WIP: Speed up a few slowdowns when handling large datasets

This is a summary thread for a few slowdowns that I noticed when handling large-ish datasets (e.g., 15000 templates x 500 channels x 1800 samples). I'm not calling them "bottlenecks" because it's rather the sum of things together that take extra time, none of these slowdowns changes EQcorrscan fundamentally.

I will create some PRs for each point that I have a suggested solution so that we can systematically merge, improve, or reject the suggested solutions. Will add the links to the PRs here, but I'll need to organize a bit for that..

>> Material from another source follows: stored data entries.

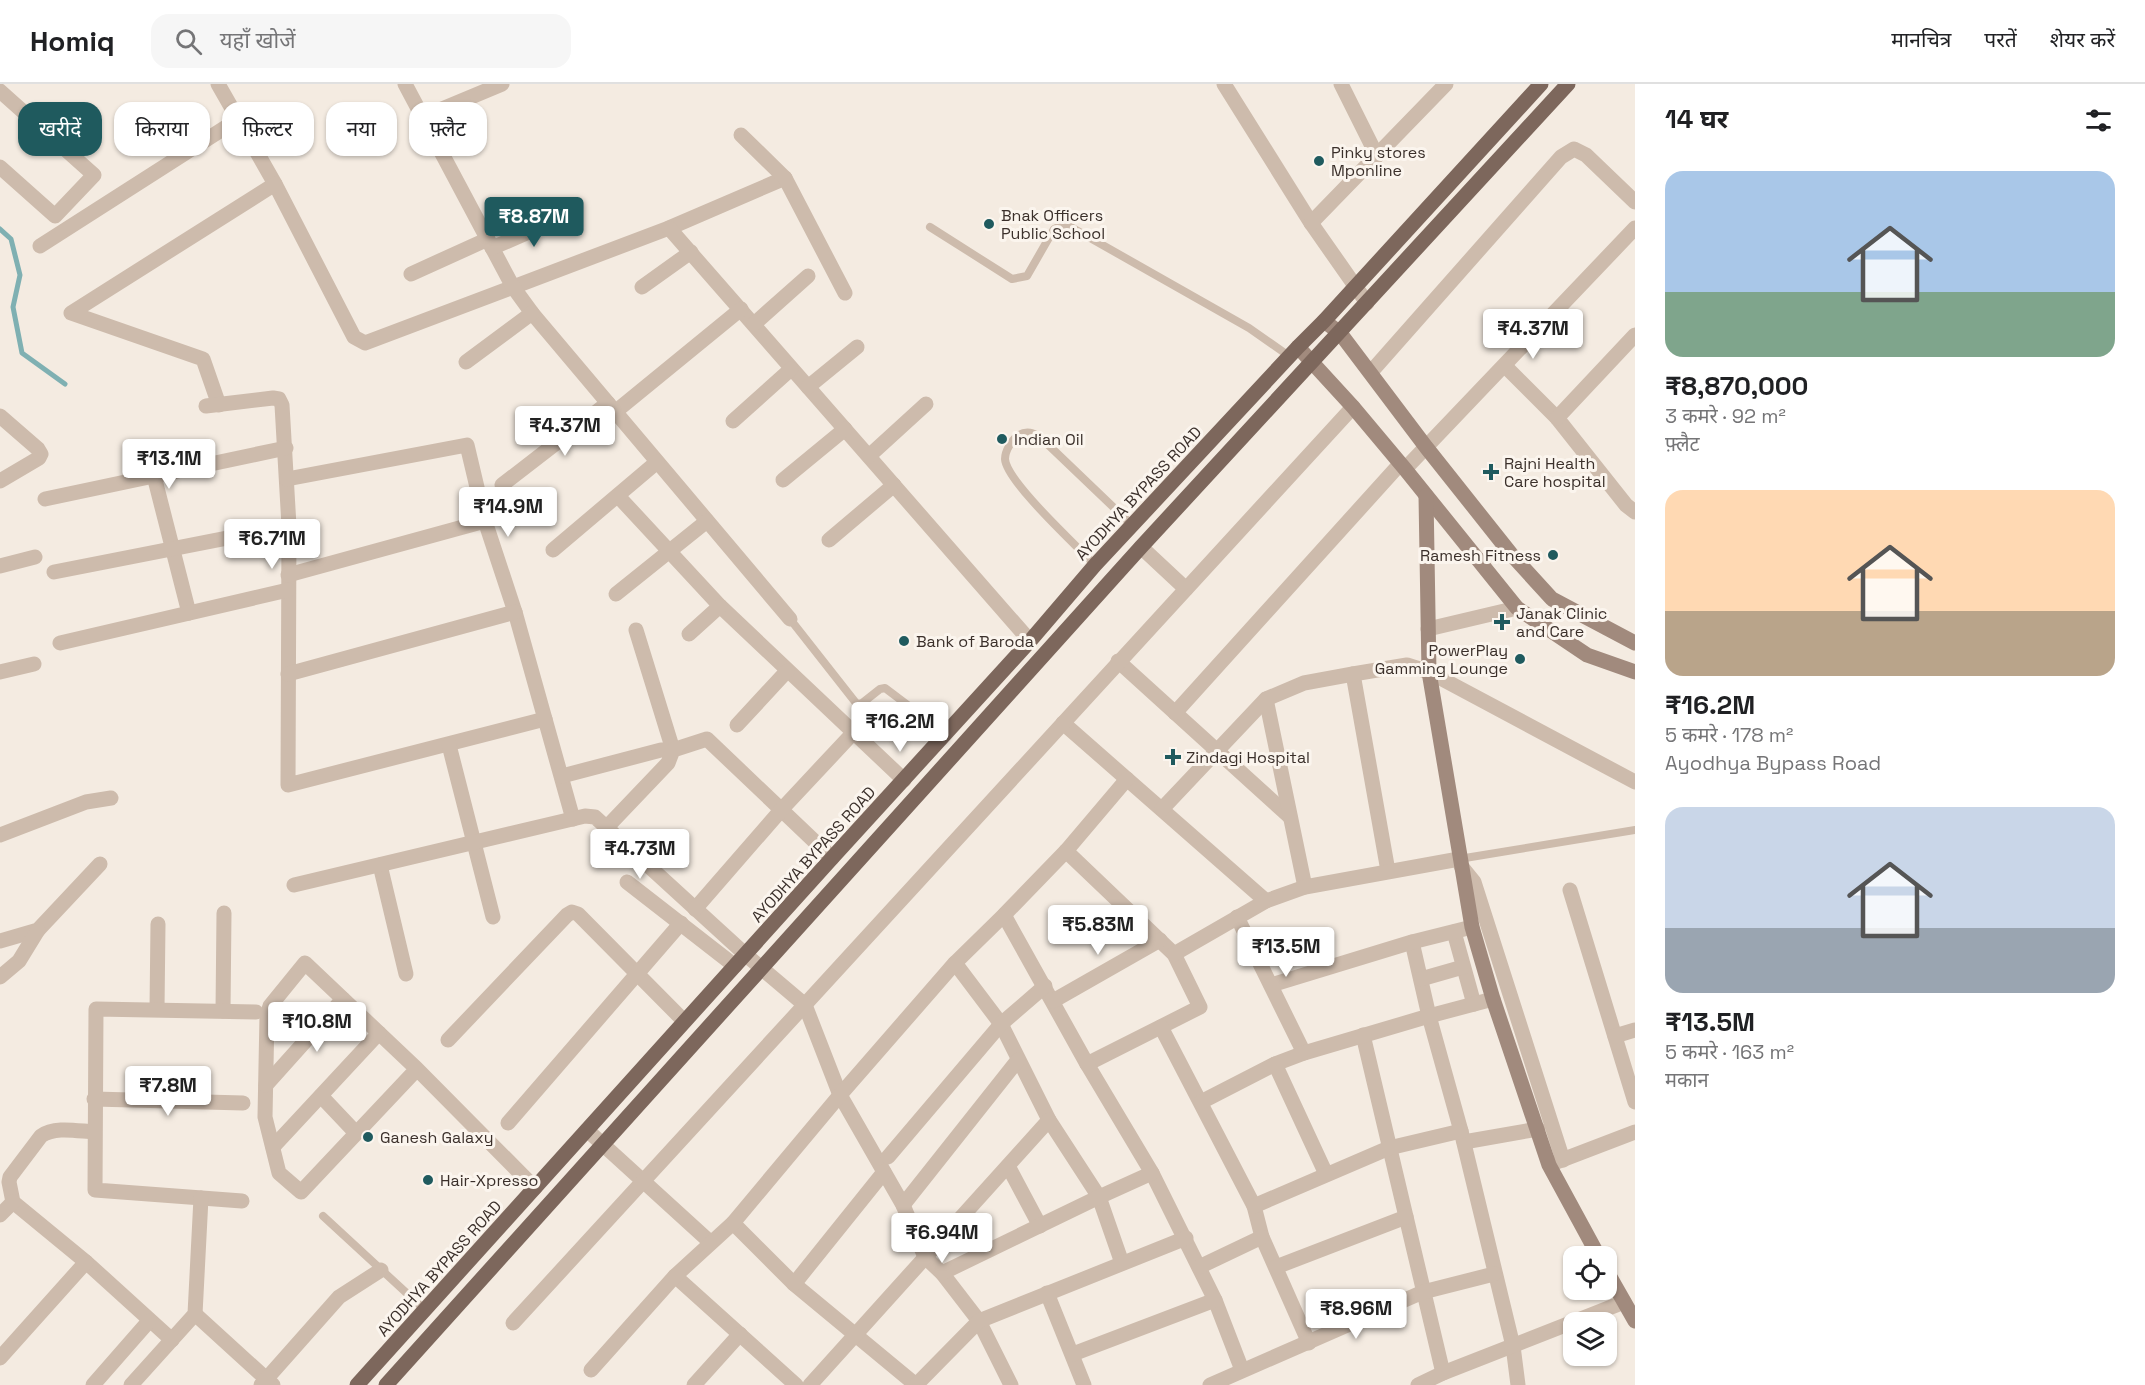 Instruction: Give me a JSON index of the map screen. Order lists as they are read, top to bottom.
{
  "streets": {
    "main road": ["AYODHYA BYPASS ROAD"]
  },
  "places": {
    "other": [
      "Pinky stores Mponline",
      "Bnak Officers Public School",
      "Indian Oil",
      "Ramesh Fitness",
      "Bank of Baroda",
      "PowerPlay Gamming Lounge",
      "Ganesh Galaxy",
      "Hair-Xpresso"
    ],
    "health": ["Rajni Health Care hospital", "Janak Clinic and Care", "Zindagi Hospital"]
  },
  "page": {
    "header": "Homiq",
    "search": "यहाँ खोजें",
    "nav": ["मानचित्र", "परतें", "शेयर करें"],
    "heading": "14 घर",
    "chip": [
      "खरीदें",
      "किराया",
      "फ़िल्टर",
      "नया",
      "फ़्लैट"
    ],
    "list": [
      {
        "name": "₹8,870,000",
        "note": "3 कमरे · 92 m² · फ़्लैट"
      },
      {
        "name": "₹16.2M",
        "note": "5 कमरे · 178 m² · Ayodhya Bypass Road"
      },
      {
        "name": "₹13.5M",
        "note": "5 कमरे · 163 m² · मकान"
      }
    ],
    "price": [
      "₹8.87M",
      "₹4.37M",
      "₹4.37M",
      "₹13.1M",
      "₹14.9M",
      "₹6.71M",
      "₹16.2M",
      "₹4.73M",
      "₹5.83M",
      "₹13.5M",
      "₹10.8M",
      "₹7.8M",
      "₹6.94M",
      "₹8.96M"
    ]
  }
}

Here are some slowdowns (tests with python 3.11, all in serial code):

1. tribe._group_templates: 50x speed up
  - problem O^2 double loop takes ~20 s for some thousand templates. Sped up single loop to <0.5 s.
  - PR: https://github.com/eqcorrscan/EQcorrscan/pull/524
1. preprocessing._prep_data_for_correlation: 3x speed up for function:
  - Problem: with heterogeneous templates (i.e., many templates with different station setups), filling the templates with NaN-channels takes a long time (many copy-operations in serial). (ca. 150 s -> 50 s for 1500 templates with up to 500 channels).
  - PR: https://github.com/eqcorrscan/EQcorrscan/pull/525
1. matched_filter.match_filter with copy_data=True: 3x speedup for copy
  - copying of streams (templates and continuous data) takes XYZ s because deepcopy of streams/traces is slow. Custom copy functions can speed it up by a factor of ~3x. Circa 18 s previously for 300 24h- traces, now ~6 s.
  - PR (same as above): https://github.com/eqcorrscan/EQcorrscan/pull/525
1. detection, lag_calc, pre_processing: 4x / 100x speedup for trace selection
  - trace selection by trace id from a stream is still a slowdown (even after https://github.com/obspy/obspy/pull/2886). Can be speed up by x4 with simplified function and ~x100 with dict-lookup for streams with fixed order of traces.
  - PR: https://github.com/eqcorrscan/EQcorrscan/pull/526
1. core.match_filter.family._uniq: 1.9x speedup
  - retrieving the unique list of detections is quicker for many detections with list(set) (1.9x speedup for 43000 detections, fastest: 3.1 s), but 1.2x slower for small sets (e.g., 430 detections; 50 ms --> 27 ms).
  - PR: https://github.com/eqcorrscan/EQcorrscan/pull/527
1. core.match_filter.detect - 1000x speed up for many calls to family._uniq
  - using family._uniq in a loop over all families is still rather slow with _uniq. Checking tuples of (detection.id, detection.detect_time, detection.detect_val) with numpy.unique and avoiding a loop is 1000x faster. From 752 s to <1 s for 82000 detections.
  - PR (same as above): https://github.com/eqcorrscan/EQcorrscan/pull/527
1. matched_filter._group_detect: 30x speedup in handling detections
  - selecting detections by template name in big list can be slow via loop. Dict-lookup offers ~50x speedup
  - adding prepick to many picks (e.g., 400k) is somewhat slow because of UTCDateTime overhead. ~4x speedup with adding to pick.time.ns directly.
  - PR: https://github.com/eqcorrscan/EQcorrscan/pull/528

Is your feature request related to a problem? Please describe. All the points in the upper list occur in parts of the code where parallelization cannot help speed up execution . When running EQcorrscan on a big cluster, it's wasteful to spend as much time reorganizing data in serial as it takes to run the well parallelized template matching correlations etc.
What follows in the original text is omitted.